Sri Lanka Government’s relief package worth of Rs. 229 billion is set to boomerang on the country’s fiscal stability, several economic experts and international rating agencies claimed.
Moody’s Investors Service has warned that the relief package announced by Finance Minister Basil Rajapaksa recently, could compound Sri Lanka’s fiscal challenge.
On 3 January,the Finance Minister announced a fiscal relief package worth Rs 229 billion ($1 billion, 1.6% of our 2022 GDP forecast) to support the economy and alleviate the impact of higher consumer prices on low-income households.
Moody’s Investors Service said that while the size of the package is moderate and will be fully funded via reallocations from the budget (6% of budget expenditure in 2022), it reduces the scope for fiscal and debt consolidation at a time when fiscal flexibility is already severely limited by the large share of interest payments in government revenue (60-70%).
“Funding the package with reallocations from the budget in part reflects this limited fiscal space, which constrains the government’s ability to use fiscal policy to mitigate the impact of economic shocks,” Moody’s said.

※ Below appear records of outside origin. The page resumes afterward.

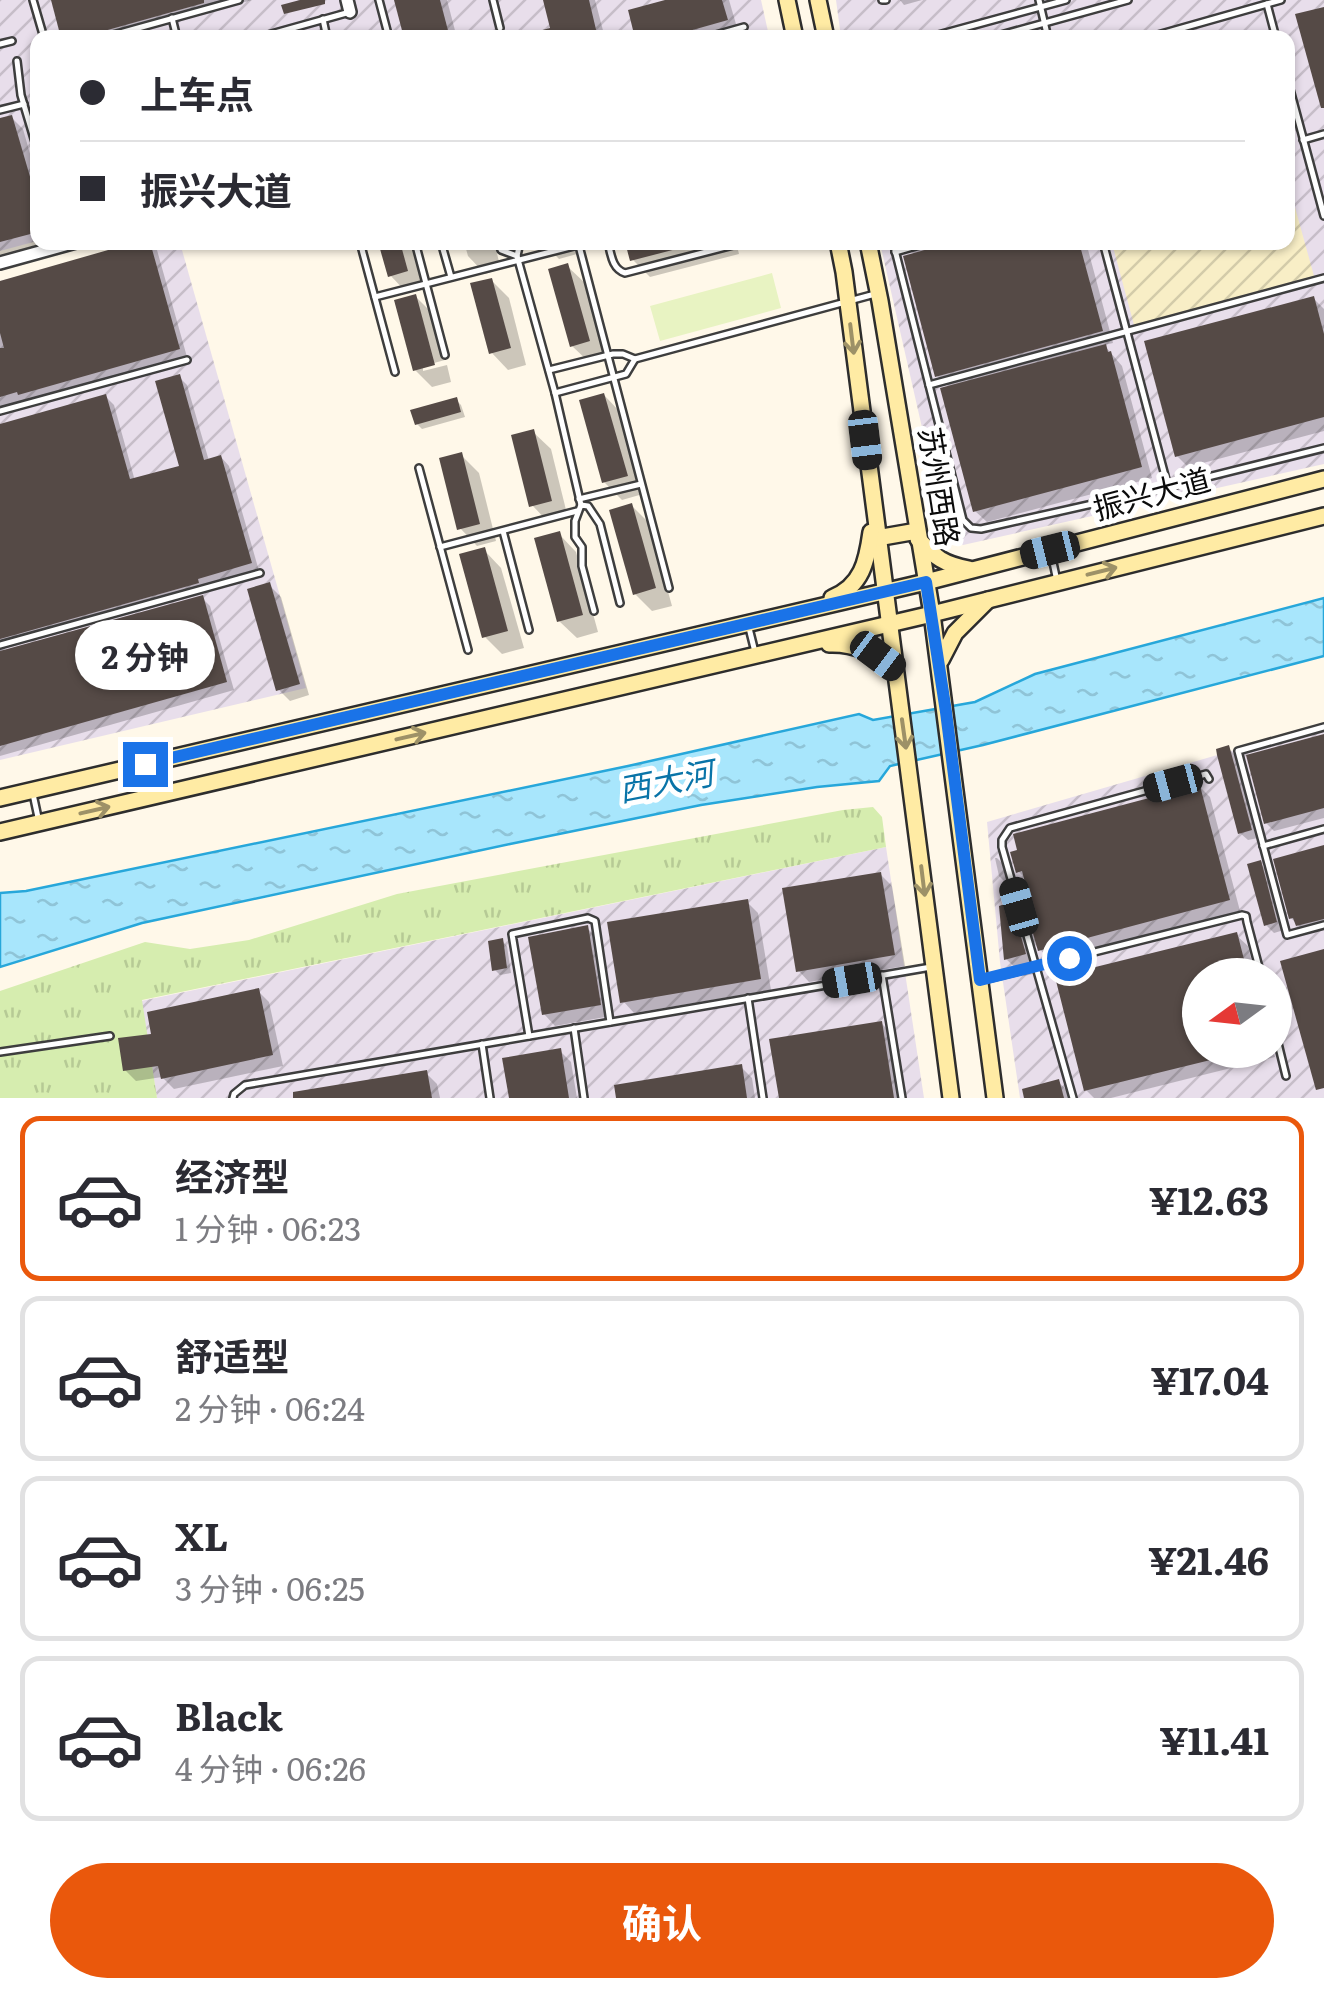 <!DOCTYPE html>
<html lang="zh">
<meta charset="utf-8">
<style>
body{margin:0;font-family:Literata,"Noto Sans SC",serif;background:#f7f7f7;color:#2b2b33;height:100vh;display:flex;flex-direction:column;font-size:38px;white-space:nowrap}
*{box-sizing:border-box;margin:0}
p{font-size:32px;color:#7c7c81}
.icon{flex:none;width:55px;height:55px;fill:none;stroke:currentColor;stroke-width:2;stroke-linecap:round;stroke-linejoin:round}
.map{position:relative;height:1098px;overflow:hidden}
.details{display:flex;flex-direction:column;background:#fff;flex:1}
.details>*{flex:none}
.guide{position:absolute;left:30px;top:30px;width:1265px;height:220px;border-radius:20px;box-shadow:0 2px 8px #0004;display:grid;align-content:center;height:220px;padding:0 50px;background:#fff}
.needle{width:65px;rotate:255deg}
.buttons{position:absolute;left:1182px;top:958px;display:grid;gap:20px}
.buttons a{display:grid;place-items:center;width:110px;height:110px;border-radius:50%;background:#fff;box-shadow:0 2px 8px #0004;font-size:50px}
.end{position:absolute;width:45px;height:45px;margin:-22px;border:12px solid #1a73e8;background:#fff;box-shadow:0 0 0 5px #fff}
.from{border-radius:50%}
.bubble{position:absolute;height:70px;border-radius:35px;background:#fff;box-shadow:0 2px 8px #0004;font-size:32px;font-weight:700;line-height:70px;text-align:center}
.car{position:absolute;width:30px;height:60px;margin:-30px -15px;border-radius:12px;box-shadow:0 0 8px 2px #0007;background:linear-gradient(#222 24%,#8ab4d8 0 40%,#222 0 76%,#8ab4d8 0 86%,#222 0)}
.guide b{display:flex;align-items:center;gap:35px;height:95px;font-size:38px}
.guide b+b{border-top:2px solid #e1e1e2}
.guide i{width:25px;height:25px;background:#2b2b33}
ul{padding:18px 0 0;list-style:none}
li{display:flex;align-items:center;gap:30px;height:165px;margin:0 20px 15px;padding:0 30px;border:5px solid #e1e1e2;border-radius:20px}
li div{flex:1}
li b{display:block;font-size:38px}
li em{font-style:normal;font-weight:700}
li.current{border-color:#ea580c}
li>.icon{width:90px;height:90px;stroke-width:1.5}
.button{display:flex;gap:20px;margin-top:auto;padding:20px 50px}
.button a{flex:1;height:115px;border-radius:60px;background:#ea580c;color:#fff;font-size:40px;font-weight:700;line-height:115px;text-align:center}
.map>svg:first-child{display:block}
</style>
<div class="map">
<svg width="1324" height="1098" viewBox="0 0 1324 1098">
<defs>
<pattern id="industrial-furrows" width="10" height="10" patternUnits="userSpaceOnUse" patternTransform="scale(2.5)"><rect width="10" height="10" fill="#e8deeb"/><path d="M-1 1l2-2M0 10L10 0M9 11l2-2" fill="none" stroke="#c6bdc8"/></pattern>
<pattern id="farmland-furrows" width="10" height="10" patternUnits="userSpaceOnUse" patternTransform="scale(2.5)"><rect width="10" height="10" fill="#f8eec6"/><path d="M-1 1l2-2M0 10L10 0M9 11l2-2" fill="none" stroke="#d3cba9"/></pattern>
<pattern id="grass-tufts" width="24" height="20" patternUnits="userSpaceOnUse" patternTransform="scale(2.5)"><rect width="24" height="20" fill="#d6edaf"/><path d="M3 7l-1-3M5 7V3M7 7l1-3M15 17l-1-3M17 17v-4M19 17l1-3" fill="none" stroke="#b6ca95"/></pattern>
<pattern id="water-ripples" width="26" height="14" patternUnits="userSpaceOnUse" patternTransform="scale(2.5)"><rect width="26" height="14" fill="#a8e6fc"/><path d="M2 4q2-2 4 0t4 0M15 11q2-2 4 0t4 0" fill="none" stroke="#8fc4d7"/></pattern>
</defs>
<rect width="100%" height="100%" fill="#fff8e9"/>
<g fill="url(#industrial-furrows)" fill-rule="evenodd">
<path d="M0,0H761L769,36L38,38L37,241L0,251Z"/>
<path d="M836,0H1324V464L963,545L946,533L880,243L1288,242V38L841,37Z"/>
<path d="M144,243H180L306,688L0,760V281Z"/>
<path d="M1324,724V1098H1020L1000,962L987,822ZM1200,975H1275V1050H1200Z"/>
<path d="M886,847L924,1098H157L141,1001Z"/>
</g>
<path fill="url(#farmland-furrows)" d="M1288,182L1314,276L1134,325L1112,243L1288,242Z"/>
<path fill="url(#grass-tufts)" d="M873,807L882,817L886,847L142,1000L157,1098H0V991L145,942L190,949L249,940L397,894L843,810Z"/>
<path fill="#e8f3c2" d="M772,273L781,308L660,341L650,306Z"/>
<path fill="url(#water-ripples)" stroke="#27a7da" stroke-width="2.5" d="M1324,598V656L983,745L890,766L879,781L817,787L701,805L510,844L142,923L0,967V893L26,891L628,766L859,714L873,720L975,702L1035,674Z"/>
<g fill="#0003">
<path d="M53,0H252L115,38H64Z"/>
<path d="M397,0H447L457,38H407Z"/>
<path d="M546,0H595L605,38H524L553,30Z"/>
<path d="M675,0H729L738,31L714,38H638Z"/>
<path d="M900,0H922L904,5Z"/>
<path d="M12,118L23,129L38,182V242H46L0,256V121Z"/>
<path d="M150,242L157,250L187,357L28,402L26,400L0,407V282Z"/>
<path d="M381,242H411L424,288L407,293L390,275Z"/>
<path d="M464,242H494L501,269L485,274L468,256Z"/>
<path d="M543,242H574L577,254L559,259Z"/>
<path d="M628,242H736L739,254L650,277L633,260Z"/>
<path d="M1086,242L1113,343L1104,345L1122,366L1152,478L987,522L975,511L950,388L937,376L915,255L902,243Z"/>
<path d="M567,266L585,283L606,358L590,363L572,346Z"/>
<path d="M491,280L509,298L526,365L508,370L491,352Z"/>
<path d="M416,297L433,314L445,360L423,366V371L447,365L451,382L432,387L415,370Z"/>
<path d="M1313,298L1324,309V431L1188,467L1177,456Z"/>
<path d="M179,377L187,385L209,461L221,457L229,466L259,571L205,587L206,591L6,647L2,654L202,598L210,606L234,690L0,756V426L106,397L114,405L135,481L182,467Z"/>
<path d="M604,395L621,413L643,494L622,500L604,482Z"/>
<path d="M456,400L461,405L465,417L422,429L417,424Z"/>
<path d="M533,432L551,449L568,518L549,523L532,505Z"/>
<path d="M461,455L479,473L496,541L477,546L460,528Z"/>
<path d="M632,506L649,523L672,606L652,611L635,594Z"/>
<path d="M559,534L576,552L598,632L577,638L559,621Z"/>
<path d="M484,550L501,568L524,648L502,654L485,637Z"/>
<path d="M269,585L281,597L309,695L290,701L278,689Z"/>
<path d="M1324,736V818L1274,831L1266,823Z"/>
<path d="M1228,748L1235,755L1258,838L1248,840L1240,833Z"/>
<path d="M1193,765L1199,775L1171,783L1166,778L1165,773Z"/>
<path d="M1198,785L1210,797L1240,911L1052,961L1034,944L1042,972L1024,976L1006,959L1010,905L1034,929L1032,898L1028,881L1018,871Z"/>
<path d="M1324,848V928L1306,933L1291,918Z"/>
<path d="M995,858H997L1002,863L1007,880L1004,881L999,876Z"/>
<path d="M1260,863L1268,872L1284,930L1274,933L1266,925Z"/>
<path d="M880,874L892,886L905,966L809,982L798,970Z"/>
<path d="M747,902L758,913L771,990L634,1013L623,1001Z"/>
<path d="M587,928L598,939L611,1016L555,1026L544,1014Z"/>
<path d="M1236,935L1248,946L1255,975H1200V1050H1273L1275,1057L1111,1098H1094L1086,1090Z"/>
<path d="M502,941L507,946L511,973L500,975L495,970Z"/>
<path d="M258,991L269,1002L283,1066L174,1089L162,1077L136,1081L125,1070L154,1036Z"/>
<path d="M882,1024L893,1035L902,1098H782L772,1041Z"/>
<path d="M560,1051L571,1062L577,1098H511L505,1060Z"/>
<path d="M741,1067L752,1078L755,1098H619L617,1087Z"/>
<path d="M426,1073L437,1084L440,1098H315L314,1091Z"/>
<path d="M1058,1082L1070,1093L1071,1098H1027L1025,1091Z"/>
</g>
<g fill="#554a46">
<path d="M51,0H204V3L79,38H61Z"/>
<path d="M300,0H325V4L284,14L281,5Z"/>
<path d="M394,0H440L450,38H404Z"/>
<path d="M543,0H589L598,38H528L527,34L550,28Z"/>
<path d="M665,0H722L728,20L664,38H635L628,10Z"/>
<path d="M1324,7V108H1321L1295,14Z"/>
<path d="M12,115L38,204V232L0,242V118Z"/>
<path d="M136,242H150L180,349L18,395L17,392L0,397V348H4L0,333V281Z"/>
<path d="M378,242H400L408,271L388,277Z"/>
<path d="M625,242H687L688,246L630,261Z"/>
<path d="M936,242H949L950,250L980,242H1079L1103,331L935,377L903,256L932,248Z"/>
<path d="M568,263L590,341L570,347L548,269Z"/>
<path d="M492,278L511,348L489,354L470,283Z"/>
<path d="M416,294L435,365L413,371L394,300Z"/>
<path d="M1314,296L1324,334V417L1175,457L1144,341Z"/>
<path d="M1106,344L1108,352L1111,351L1142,467L973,512L940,388Z"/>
<path d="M180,374L204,460L221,455L252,563L198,579L199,583L0,639V424L106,394L130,479L179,466L155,381Z"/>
<path d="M604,393L628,476L602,483L579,400Z"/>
<path d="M457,397L461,412L415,425L410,410Z"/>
<path d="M534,429L552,501L529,507L511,435Z"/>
<path d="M462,452L480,524L457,530L439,458Z"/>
<path d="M632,503L656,588L633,595L609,510Z"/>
<path d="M560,531L583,615L557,622L534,538Z"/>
<path d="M485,547L508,631L482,638L459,554Z"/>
<path d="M270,582L300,684L276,691L247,589Z"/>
<path d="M203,595L227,682L0,746V651Z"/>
<path d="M1324,734V808L1264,824L1246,755Z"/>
<path d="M1229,745L1252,830L1238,834L1217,755L1216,749Z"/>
<path d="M1199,782L1230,900L1038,951L1023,898L1029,897L1022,871L1016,873L1010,852L1017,850L1013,834L1168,793V791Z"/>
<path d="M1324,845V919L1296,926L1293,918L1289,919L1273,859Z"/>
<path d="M1261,860L1277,922L1264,926L1247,864Z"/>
<path d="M881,872L895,955L796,972L782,888Z"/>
<path d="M748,899L761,979L620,1003L607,922Z"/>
<path d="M1011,902L1026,954L1004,960L999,906Z"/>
<path d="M588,925L601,1005L542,1015L528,937Z"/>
<path d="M1237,932L1248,975H1200V1050H1234L1235,1054L1084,1091L1055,977Z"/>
<path d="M503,938L507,968L492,971L488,941Z"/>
<path d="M1324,949V1088L1316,1090L1280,961Z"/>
<path d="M259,988L273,1055L161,1079L158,1066L123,1071L118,1038L151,1034L147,1012Z"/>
<path d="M882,1021L894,1098H779L769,1039Z"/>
<path d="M561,1048L569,1098H509L502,1058Z"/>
<path d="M742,1064L747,1098H616L614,1085Z"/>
<path d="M427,1070L432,1098H293V1092Z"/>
<path d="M1059,1079L1064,1098H1024L1022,1089Z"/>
</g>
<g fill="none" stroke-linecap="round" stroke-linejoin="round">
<g stroke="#3e3e3e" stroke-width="10">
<g id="lane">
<path d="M33,0L44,38"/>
<path d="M379,0L389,38"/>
<path d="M493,0L500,28"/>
<path d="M882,0H886"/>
<path d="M1039,0L1048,38"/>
<path d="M172,18L177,38"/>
<path d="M323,19L327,38"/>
<path d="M102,38L239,0"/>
<path d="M257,38L350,12"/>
<path d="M705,38L744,27"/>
<path d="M927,38L1066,0"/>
<path d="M990,38L1128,0"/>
<path d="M1147,38L1267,4"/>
<path d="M1276,38L1267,4L1281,0"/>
<path d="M0,44L12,41"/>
<path d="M17,61L21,95L38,152"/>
<path d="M1288,82L1324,216"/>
<path d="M0,110L24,104"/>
<path d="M1303,140L1324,134"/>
<path d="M360,242L395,372"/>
<path d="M415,242L445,355"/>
<path d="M441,242L451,277"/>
<path d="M499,242L501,250L517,256L520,242"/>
<path d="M578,242L669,588"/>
<path d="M608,242C611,254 612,269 625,273L745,242"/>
<path d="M893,242L963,520L971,528L981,529L1168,487L1324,448"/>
<path d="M1103,242L1168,487"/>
<path d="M895,252L930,242"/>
<path d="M517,256L555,393L581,505"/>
<path d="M375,297L578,245"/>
<path d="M549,370L613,354H623L635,359L875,294"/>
<path d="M929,385L1324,278"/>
<path d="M555,393L626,374L635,359"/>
<path d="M0,411L187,360"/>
<path d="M419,468L468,650"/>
<path d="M579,499L641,484"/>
<path d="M503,531L529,630"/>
<path d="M440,547L577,511"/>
<path d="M1051,553L1057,581"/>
<path d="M594,611L582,566V547L575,537V521L581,505L588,506L600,524L620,603"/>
<path d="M749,628L755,652"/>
<path d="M0,645L260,573"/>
<path d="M1324,727L1238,751L1287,935L1324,925"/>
<path d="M33,794L39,822"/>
<path d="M1263,846L1324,829"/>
<path d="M882,975L902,1098"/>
<path d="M983,980L1242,915L1246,916L1247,922L1261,975"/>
<path d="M748,998L763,1098"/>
<path d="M574,1028L584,1098"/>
<path d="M1275,1031L1286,1076"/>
<path d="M529,1036L512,934L588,918L595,921L610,1022"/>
<path d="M482,1044L490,1098"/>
<path d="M0,1052L110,1036"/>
<path d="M233,1098L234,1094L245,1085L931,967"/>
<path d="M1073,1098L1002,847V840L1010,828L1206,774L1209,779"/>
</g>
</g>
<g stroke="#3e3e3e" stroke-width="16">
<g id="street">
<path d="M347,0L350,12"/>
<path d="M0,263L76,242"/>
</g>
</g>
<g stroke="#2d2d2d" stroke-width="20">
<g id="secondary">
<path d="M787,0L795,38"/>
<path d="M818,0L826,38"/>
<path d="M838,242L844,272L951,1098"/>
<path d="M868,242L880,301L932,614L995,1098"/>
<path d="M877,538L917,531"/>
<path d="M918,539C936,558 943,564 969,569"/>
<path d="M832,598C862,586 867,561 871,532"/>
<path d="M829,644C855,643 874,653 895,668"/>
<path d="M941,660L955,633L988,600"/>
<path d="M0,798L926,582L1324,479"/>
<path d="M0,832L932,614L1324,516"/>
</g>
</g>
<use href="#lane" stroke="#fff" stroke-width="5"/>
<use href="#street" stroke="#fff" stroke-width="11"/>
<use href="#secondary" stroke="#ffeba4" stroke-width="15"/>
</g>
<defs><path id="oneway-shaft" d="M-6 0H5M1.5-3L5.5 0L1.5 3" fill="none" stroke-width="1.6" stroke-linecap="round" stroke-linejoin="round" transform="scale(2.5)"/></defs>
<g stroke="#9d9167">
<use href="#oneway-shaft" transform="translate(852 339) rotate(83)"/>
<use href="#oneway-shaft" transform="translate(1102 571) rotate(-14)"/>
<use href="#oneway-shaft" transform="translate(904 734) rotate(82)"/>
<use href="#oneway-shaft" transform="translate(411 736) rotate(-13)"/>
<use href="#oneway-shaft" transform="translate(95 810) rotate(-13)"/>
<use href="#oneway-shaft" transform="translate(923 881) rotate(83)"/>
</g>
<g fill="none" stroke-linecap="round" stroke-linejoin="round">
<path stroke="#1a73e8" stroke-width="12" d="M145,764L926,582L946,712L980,980L1069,958"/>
</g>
<g text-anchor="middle" stroke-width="10" stroke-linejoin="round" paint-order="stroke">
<g font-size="30" fill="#0b0b0b" stroke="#fff">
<text transform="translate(938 487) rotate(81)" y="10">苏州西路</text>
<text transform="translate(1152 495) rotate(-15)" y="10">振兴大道</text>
</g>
<g font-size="32" font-style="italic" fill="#0974a8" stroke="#fff">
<text transform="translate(666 782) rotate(-11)" y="11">西大河</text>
</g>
</g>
</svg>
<div class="buttons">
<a><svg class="needle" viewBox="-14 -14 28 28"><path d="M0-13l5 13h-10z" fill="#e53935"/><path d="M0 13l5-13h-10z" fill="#7c7c81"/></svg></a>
</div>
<i class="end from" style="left:1069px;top:958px"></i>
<i class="end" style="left:145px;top:764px"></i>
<div class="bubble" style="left:75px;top:620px;width:140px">2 分钟</div>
<i class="car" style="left:865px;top:440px;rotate:173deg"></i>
<i class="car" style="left:1050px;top:550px;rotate:256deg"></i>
<i class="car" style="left:878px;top:656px;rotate:127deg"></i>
<i class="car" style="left:1173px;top:783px;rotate:255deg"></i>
<i class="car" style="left:1019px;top:907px;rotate:344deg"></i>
<i class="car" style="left:852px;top:980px;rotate:260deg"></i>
<div class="guide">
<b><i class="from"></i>上车点</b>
<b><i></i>振兴大道</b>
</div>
</div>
<section class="details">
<ul>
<li class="current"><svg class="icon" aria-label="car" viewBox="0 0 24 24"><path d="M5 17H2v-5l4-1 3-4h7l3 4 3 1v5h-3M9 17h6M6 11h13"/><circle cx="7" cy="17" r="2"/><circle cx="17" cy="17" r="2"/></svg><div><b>经济型</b><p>1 分钟 · 06:23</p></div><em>¥12.63</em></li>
<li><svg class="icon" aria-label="car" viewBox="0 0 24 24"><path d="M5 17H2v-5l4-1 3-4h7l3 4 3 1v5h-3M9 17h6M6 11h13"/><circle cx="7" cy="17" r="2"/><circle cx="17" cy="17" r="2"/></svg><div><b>舒适型</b><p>2 分钟 · 06:24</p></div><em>¥17.04</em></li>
<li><svg class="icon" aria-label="car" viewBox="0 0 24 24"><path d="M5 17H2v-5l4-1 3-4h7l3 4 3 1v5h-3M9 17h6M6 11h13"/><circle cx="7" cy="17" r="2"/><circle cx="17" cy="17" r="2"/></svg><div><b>XL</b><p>3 分钟 · 06:25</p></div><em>¥21.46</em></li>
<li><svg class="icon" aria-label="car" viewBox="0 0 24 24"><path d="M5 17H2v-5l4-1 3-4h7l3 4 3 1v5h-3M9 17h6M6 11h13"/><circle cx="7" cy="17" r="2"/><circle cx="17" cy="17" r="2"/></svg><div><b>Black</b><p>4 分钟 · 06:26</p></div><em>¥11.41</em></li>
</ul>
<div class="button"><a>确认</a></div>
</section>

Furthermore, Moody’s noted that the risk of fiscal slippage has increased with the emergence of the omicron variant of the coronavirus.
Some countries have tightened activity and travel restrictions, and any reintroduction of measures domestically or a delay in the recovery of Sri Lanka’s tourism sector would intensify fiscal and external pressures, Moody’s added.
Key features of the relief package include cash handouts of Rs 1,000 to citizens receiving income support, agricultural subsidies, the removal of certain taxes on food and medicine and an increase in public-sector salaries (Rs 5,000 a month from January).
Such measures would support domestic demand and the economic recovery as surging prices – particularly for food – stemming from global supply chain-related disruptions and some import restrictions over 2020-21 reduce the purchasing power of households.
Consumer price inflation rose to 8.3% year-over-year in October 2021 and accelerated to more than 11% in November , 12.1% in December 2021 and 14.2% in janury 2022 , with food prices surging day by day , Census and Statistics Department data showed.
“The rating agency expects inflation-adjusted real GDP growth to pick up to around 5% in 2022 from around 4-5% in 2021, in part because of a lower base and because domestic economic activity has largely normalised, with international borders open to vaccinated tourists since October 2021.
However, risks remain as the new omicron variant of the coronavirus could delay such a recovery, and several countries have reversed their easing of travel restrictions.
Should such risks materialise, the recovery in Government revenue would likely be delayed beyond our assumptions, with fiscal and debt metrics remaining very weak for longer,” Moody’s said.
Moody’s is forecasting that the fiscal deficit will narrow only slightly to around 9-10% of GDP in 2022 from around 11% in 2021, mainly reflecting their expectation for lower revenue growth than the budget envisages.
“Wide deficits will keep the government’s debt burden at higher levels for some time; we estimate that the debt burden will rise to around 108% of GDP by the end of 2022 from around 101% at the end of 2020 and 87% at the end of 2019, before stabilising at the elevated 2022 level thereafter, mainly reflecting the recovery in nominal GDP growth.
Such levels are significantly above the Caa median and much higher than the government’s medium-term target of around 75% in 2025,” Moody’s said.
In addition, a delay in the recovery of tourism receipts would weigh on Sri Lanka’s precarious external liquidity position.